» Data supplied:

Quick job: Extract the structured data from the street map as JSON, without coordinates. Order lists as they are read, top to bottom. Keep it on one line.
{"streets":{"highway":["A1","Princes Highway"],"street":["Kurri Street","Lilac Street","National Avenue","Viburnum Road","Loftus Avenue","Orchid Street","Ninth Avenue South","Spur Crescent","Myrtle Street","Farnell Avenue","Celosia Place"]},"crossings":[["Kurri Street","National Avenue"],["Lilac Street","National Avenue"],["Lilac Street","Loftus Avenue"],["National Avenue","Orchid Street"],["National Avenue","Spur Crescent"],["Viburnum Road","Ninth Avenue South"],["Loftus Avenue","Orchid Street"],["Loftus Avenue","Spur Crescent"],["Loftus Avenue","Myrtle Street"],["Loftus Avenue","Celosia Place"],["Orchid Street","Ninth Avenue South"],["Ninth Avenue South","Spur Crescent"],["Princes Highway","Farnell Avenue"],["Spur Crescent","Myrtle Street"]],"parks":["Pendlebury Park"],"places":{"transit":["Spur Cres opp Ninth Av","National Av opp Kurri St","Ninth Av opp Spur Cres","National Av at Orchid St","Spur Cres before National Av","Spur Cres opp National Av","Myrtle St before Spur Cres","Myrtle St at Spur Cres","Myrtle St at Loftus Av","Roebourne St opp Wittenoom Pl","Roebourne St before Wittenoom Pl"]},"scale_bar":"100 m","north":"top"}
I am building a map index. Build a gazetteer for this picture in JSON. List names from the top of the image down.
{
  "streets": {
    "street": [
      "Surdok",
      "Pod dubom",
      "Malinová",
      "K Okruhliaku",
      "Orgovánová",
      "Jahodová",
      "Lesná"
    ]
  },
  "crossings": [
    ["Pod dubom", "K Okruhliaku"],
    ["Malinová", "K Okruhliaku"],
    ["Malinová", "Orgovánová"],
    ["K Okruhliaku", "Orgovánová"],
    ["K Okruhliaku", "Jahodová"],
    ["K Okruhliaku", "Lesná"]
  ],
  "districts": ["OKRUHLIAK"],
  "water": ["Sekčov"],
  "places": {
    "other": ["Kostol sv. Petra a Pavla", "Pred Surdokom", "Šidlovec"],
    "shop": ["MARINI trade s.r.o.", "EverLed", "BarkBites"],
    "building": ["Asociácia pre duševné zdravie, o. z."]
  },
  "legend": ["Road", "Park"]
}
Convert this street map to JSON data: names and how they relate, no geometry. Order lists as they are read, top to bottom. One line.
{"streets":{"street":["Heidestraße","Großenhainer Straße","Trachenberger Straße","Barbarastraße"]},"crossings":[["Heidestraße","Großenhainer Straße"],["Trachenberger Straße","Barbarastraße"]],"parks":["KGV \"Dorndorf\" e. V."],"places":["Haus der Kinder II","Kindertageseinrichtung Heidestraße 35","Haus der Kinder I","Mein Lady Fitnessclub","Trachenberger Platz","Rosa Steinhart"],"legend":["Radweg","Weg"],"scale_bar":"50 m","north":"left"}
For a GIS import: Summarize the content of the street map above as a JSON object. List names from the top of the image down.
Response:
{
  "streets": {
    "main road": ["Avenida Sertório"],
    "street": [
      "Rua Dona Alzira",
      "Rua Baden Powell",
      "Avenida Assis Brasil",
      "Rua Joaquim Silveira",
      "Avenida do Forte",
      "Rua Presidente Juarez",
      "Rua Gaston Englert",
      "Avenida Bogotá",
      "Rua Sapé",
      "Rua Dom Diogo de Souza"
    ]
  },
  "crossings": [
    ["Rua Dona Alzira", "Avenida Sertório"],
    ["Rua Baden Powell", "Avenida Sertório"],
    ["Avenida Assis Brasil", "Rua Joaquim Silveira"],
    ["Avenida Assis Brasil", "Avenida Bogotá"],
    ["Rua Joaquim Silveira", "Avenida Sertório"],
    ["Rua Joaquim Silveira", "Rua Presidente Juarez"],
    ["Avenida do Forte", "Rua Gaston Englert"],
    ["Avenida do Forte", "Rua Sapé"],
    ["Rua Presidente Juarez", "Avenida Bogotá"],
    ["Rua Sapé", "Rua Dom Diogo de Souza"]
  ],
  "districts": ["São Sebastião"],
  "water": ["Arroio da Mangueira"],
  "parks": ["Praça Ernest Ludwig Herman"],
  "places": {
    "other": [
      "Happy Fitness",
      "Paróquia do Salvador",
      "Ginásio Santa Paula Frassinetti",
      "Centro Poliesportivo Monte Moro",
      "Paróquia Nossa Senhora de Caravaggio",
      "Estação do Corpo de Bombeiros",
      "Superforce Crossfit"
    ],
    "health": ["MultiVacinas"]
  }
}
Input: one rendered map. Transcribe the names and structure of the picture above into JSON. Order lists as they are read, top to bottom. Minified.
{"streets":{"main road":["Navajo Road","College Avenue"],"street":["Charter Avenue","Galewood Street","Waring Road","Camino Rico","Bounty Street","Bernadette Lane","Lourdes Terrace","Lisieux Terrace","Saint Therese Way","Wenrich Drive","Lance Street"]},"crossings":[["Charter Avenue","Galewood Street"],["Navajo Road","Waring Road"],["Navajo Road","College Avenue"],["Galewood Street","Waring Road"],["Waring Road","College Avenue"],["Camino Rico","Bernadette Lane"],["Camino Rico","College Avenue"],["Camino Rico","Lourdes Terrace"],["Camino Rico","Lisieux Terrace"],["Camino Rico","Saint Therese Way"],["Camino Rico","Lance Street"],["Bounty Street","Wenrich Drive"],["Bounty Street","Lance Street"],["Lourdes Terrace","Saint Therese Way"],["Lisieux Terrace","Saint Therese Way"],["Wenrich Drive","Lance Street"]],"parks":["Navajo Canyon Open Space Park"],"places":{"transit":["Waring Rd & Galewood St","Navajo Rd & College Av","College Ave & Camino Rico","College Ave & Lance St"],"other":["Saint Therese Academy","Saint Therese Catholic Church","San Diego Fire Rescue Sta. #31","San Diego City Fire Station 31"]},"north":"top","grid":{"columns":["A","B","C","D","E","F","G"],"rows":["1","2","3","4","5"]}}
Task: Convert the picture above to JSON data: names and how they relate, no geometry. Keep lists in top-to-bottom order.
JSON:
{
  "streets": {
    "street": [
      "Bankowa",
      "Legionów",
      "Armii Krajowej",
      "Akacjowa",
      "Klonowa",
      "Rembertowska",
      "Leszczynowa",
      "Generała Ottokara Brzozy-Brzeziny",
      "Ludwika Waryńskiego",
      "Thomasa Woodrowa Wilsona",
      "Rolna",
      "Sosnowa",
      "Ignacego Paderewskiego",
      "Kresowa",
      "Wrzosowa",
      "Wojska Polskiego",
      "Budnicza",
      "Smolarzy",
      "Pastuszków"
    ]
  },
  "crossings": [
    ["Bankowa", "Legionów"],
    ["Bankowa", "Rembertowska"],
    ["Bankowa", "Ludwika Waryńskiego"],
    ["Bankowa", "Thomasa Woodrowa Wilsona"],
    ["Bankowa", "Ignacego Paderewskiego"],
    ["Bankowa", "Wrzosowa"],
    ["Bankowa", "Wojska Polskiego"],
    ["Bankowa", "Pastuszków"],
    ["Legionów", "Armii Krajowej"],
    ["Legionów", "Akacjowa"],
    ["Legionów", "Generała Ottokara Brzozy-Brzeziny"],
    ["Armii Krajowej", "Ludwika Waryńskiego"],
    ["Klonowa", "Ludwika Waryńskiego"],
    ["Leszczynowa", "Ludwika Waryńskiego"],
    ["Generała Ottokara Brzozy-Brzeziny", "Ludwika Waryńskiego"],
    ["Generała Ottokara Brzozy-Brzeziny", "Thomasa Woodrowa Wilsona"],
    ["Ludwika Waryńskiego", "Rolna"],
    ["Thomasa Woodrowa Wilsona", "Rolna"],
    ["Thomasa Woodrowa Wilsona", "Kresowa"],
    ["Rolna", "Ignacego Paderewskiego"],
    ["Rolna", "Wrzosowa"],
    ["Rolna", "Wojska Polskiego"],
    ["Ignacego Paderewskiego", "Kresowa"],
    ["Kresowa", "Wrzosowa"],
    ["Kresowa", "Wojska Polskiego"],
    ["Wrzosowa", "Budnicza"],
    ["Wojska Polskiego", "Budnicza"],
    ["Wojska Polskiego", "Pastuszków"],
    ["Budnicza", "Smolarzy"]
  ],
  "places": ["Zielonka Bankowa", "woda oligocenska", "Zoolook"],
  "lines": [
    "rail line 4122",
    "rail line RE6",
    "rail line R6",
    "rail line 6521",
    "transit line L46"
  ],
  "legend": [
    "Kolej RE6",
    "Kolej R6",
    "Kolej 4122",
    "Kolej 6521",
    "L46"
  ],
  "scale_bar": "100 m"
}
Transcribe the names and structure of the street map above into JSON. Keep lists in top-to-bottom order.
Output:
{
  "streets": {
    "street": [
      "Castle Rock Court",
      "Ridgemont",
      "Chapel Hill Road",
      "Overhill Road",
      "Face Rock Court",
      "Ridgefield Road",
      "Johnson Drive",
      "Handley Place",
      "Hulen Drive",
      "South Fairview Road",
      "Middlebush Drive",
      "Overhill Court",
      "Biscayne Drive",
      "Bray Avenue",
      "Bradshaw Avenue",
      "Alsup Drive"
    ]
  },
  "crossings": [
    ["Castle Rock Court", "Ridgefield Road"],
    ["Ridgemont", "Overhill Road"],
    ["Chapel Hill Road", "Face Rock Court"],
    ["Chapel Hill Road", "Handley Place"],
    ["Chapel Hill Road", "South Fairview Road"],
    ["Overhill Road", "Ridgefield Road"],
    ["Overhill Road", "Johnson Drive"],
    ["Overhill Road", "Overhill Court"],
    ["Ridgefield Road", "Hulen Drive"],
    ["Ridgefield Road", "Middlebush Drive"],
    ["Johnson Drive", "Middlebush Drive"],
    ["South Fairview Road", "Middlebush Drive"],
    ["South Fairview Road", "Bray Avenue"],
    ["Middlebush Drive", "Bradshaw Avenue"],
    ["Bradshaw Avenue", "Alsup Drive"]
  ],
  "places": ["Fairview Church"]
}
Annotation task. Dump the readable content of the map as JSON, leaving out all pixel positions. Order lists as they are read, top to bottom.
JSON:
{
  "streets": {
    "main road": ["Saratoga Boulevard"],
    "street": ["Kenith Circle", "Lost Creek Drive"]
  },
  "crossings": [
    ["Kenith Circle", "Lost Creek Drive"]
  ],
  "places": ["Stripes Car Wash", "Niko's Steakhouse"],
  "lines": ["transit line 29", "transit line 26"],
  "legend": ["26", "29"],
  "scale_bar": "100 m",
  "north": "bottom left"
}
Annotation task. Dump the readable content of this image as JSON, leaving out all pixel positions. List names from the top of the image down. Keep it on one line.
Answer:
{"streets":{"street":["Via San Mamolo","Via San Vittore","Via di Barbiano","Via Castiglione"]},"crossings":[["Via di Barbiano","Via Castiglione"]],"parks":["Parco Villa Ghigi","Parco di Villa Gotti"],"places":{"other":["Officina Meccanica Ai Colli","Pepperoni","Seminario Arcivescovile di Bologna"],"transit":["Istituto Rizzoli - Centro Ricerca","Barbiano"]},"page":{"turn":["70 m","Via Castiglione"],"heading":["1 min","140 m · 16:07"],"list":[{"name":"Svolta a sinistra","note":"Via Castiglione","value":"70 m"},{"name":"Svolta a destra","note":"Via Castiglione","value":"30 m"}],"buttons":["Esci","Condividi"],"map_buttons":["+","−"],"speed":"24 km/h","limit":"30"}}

» Try it: In the entries above, find the line holding "Transcribe the names and structure of the street" and the line holding "Annotation task. Dump the readable content of this"; print both of them and every line between, exactly, and nothing else.

» Reply to the task:
Transcribe the names and structure of the street map above into JSON. Keep lists in top-to-bottom order.
Output:
{
  "streets": {
    "street": [
      "Castle Rock Court",
      "Ridgemont",
      "Chapel Hill Road",
      "Overhill Road",
      "Face Rock Court",
      "Ridgefield Road",
      "Johnson Drive",
      "Handley Place",
      "Hulen Drive",
      "South Fairview Road",
      "Middlebush Drive",
      "Overhill Court",
      "Biscayne Drive",
      "Bray Avenue",
      "Bradshaw Avenue",
      "Alsup Drive"
    ]
  },
  "crossings": [
    ["Castle Rock Court", "Ridgefield Road"],
    ["Ridgemont", "Overhill Road"],
    ["Chapel Hill Road", "Face Rock Court"],
    ["Chapel Hill Road", "Handley Place"],
    ["Chapel Hill Road", "South Fairview Road"],
    ["Overhill Road", "Ridgefield Road"],
    ["Overhill Road", "Johnson Drive"],
    ["Overhill Road", "Overhill Court"],
    ["Ridgefield Road", "Hulen Drive"],
    ["Ridgefield Road", "Middlebush Drive"],
    ["Johnson Drive", "Middlebush Drive"],
    ["South Fairview Road", "Middlebush Drive"],
    ["South Fairview Road", "Bray Avenue"],
    ["Middlebush Drive", "Bradshaw Avenue"],
    ["Bradshaw Avenue", "Alsup Drive"]
  ],
  "places": ["Fairview Church"]
}
Annotation task. Dump the readable content of the map as JSON, leaving out all pixel positions. Order lists as they are read, top to bottom.
JSON:
{
  "streets": {
    "main road": ["Saratoga Boulevard"],
    "street": ["Kenith Circle", "Lost Creek Drive"]
  },
  "crossings": [
    ["Kenith Circle", "Lost Creek Drive"]
  ],
  "places": ["Stripes Car Wash", "Niko's Steakhouse"],
  "lines": ["transit line 29", "transit line 26"],
  "legend": ["26", "29"],
  "scale_bar": "100 m",
  "north": "bottom left"
}
Annotation task. Dump the readable content of this image as JSON, leaving out all pixel positions. List names from the top of the image down. Keep it on one line.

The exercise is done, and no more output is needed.